Operating mode (mode)
Model-runner normally infers the backend mode from the request path. You can pin it explicitly via provider_opts.mode:
provider_opts:
mode: embedding # one of: completion, embedding, reranking, image-generation
Most agents don’t need this — leave it unset unless you know you need it.
Raw runtime flags (raw_runtime_flags)
runtime_flags (a list) is the preferred way to pass flags. If you have a pre-built command-line string you’d rather ship verbatim, use raw_runtime_flags instead:
provider_opts:
raw_runtime_flags: "--threads 8 --batch-size 512"
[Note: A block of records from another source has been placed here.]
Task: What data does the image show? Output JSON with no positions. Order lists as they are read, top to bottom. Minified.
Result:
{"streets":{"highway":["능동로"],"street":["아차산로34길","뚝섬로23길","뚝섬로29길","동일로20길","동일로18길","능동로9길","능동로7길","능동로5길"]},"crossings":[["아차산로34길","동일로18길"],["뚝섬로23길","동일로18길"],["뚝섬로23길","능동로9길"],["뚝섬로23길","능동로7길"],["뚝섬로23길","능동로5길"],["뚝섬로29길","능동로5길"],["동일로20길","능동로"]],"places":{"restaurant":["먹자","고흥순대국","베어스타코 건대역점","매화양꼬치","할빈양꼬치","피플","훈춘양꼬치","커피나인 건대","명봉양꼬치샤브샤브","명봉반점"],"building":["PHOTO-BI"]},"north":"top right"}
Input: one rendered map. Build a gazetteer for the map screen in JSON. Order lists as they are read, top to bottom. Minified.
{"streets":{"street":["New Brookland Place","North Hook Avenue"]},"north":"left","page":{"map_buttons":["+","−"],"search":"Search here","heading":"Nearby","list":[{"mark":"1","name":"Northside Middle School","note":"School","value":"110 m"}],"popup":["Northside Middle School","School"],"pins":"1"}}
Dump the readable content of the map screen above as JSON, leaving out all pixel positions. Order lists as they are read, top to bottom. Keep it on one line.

Model-runner parses the string with shell-style word splitting. runtime_flags and raw_runtime_flags are mutually exclusive — setting both is an error.
Speculative Decoding
Use a smaller draft model to predict tokens ahead for faster inference:
models:
fast-local:
provider: dmr
model: ai/qwen3:14B
max_tokens: 8192
provider_opts:
speculative_draft_model: ai/qwen3:0.6B-F16
speculative_num_tokens: 16
speculative_acceptance_rate: 0.8
Custom Endpoint
If base_url is omitted, docker-agent auto-discovers the DMR endpoint. To set manually:
models:
local:
provider: dmr
model: ai/qwen3
base_url: http://127.0.0.1:12434/engines/llama.cpp/v1
Troubleshooting
- Plugin not found: Ensure Docker Model Runner is enabled in Docker Desktop. docker-agent will fall back to the default URL.
- Endpoint empty: Verify the Model Runner is running with
docker model status --json. - Performance: Use
runtime_flagsto tune GPU layers (--ngl) and thread count (--threads).